Filling Your Data Lake One Stream at a Time
“One Deceptively Simple Secret for Data Lake Success” was one of the best articles I have read regarding Hadoop and the whole Data Lake fiasco in a long time and it was here – on Datanami. I felt the article provided great business level guidance on how to approach building a Data Lake, but that a sequel was required to answer the question, “How do you go about implementing this vision?”
Once you have followed the SAM test (Strategic, Actionable, and Material) and determined your data is worthy, how do you, in-practice, go about collecting your data and adding it to your lake?
The high-level answer to this is summarized at the end of the article:
“…you end up building your data lake one business use case at a time. You’re not going to start with 50 data sources. You start with three or four. And as you add a new use case, you keep adding new data…”
However, getting to your data may not always be easy and adding raw data to the Lake may not always be the correct answer. What’s more, dealing with batches of data and moving them wholesale into the Lake is going to add latency and it won’t meet today’s requirements for instant insights.
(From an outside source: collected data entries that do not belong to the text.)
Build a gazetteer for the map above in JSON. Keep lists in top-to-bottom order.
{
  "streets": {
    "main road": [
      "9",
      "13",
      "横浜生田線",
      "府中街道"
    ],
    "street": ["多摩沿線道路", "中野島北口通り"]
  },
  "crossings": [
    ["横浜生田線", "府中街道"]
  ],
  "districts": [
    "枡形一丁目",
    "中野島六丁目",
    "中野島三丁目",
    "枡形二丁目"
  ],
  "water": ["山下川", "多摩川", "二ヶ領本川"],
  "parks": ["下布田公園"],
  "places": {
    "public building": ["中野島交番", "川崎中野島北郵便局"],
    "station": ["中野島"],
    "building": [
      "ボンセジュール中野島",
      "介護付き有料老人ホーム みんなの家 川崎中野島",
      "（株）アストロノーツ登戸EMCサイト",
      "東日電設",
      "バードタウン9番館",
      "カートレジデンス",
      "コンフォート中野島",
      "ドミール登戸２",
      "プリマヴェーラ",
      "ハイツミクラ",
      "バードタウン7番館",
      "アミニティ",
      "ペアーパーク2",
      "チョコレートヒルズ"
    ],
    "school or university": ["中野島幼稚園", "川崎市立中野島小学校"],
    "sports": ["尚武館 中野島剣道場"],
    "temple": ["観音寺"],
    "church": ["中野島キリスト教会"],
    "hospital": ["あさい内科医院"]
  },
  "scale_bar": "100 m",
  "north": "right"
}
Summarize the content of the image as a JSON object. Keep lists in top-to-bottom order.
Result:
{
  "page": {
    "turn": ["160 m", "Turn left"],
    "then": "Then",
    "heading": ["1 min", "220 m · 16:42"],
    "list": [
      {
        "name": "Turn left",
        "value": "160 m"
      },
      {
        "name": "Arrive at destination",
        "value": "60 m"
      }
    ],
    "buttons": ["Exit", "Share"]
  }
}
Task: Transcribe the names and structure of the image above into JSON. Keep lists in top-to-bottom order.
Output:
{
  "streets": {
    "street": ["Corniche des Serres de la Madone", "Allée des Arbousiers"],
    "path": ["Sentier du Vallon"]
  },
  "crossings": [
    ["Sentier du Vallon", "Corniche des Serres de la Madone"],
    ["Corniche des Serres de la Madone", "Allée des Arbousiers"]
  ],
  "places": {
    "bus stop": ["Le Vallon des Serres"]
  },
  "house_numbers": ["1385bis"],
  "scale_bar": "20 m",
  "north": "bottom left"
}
So, what are the stages, from source to Lake, that are required to ensure rapid, high-quality insights? You need to start with what you want to achieve, what questions do you want answers to. Then, from that, you can derive the sources you need and the processing required to prepare the data to answer your questions.
One Stream at a Time
The first obstacle to overcome is getting to your data. Where does it come from? How should it be collected? This obviously depends on the use case but the more critical issue is that the data is already stale by the time it reaches a Lake.
The majority of data being pushed into Had
oop right now is in the form of log files. These can come from web servers, application servers, system health information, network devices and many more sources. However, they are most often just moved file by file, or in batches of files into Hadoop. This adds latency, and limits your view of the enterprise.
What is really needed is to turn these log files into streams of log events that populate the Lake as they happen. This can be achieved through collectors that monitor the log files on many machines and stream out events as soon as they are written to the logs.
There are many more sources of data than just log files. An obvious one is enterprise databases. These are often left out of the Lake equation because either they are forgotten, or extracting data from them is too expensive (on resources) or too complex. However, your view of the Enterprise is not complete without this data.
The notion of running queries against a production database for ETL or other extraction mechanisms like SQOOP is generally severely frowned upon. Expensive read-only replicas can be used for this purpose, but a better solution is to use Change Data Capture (CDC). This effectively turns what is happening in a database into a stream of changes that can be fed continually into the Lake. CDC works against the transaction log of the database in a non-intrusive, low-impact manner, and has been approved by DBAs of large organizations for use against production databases.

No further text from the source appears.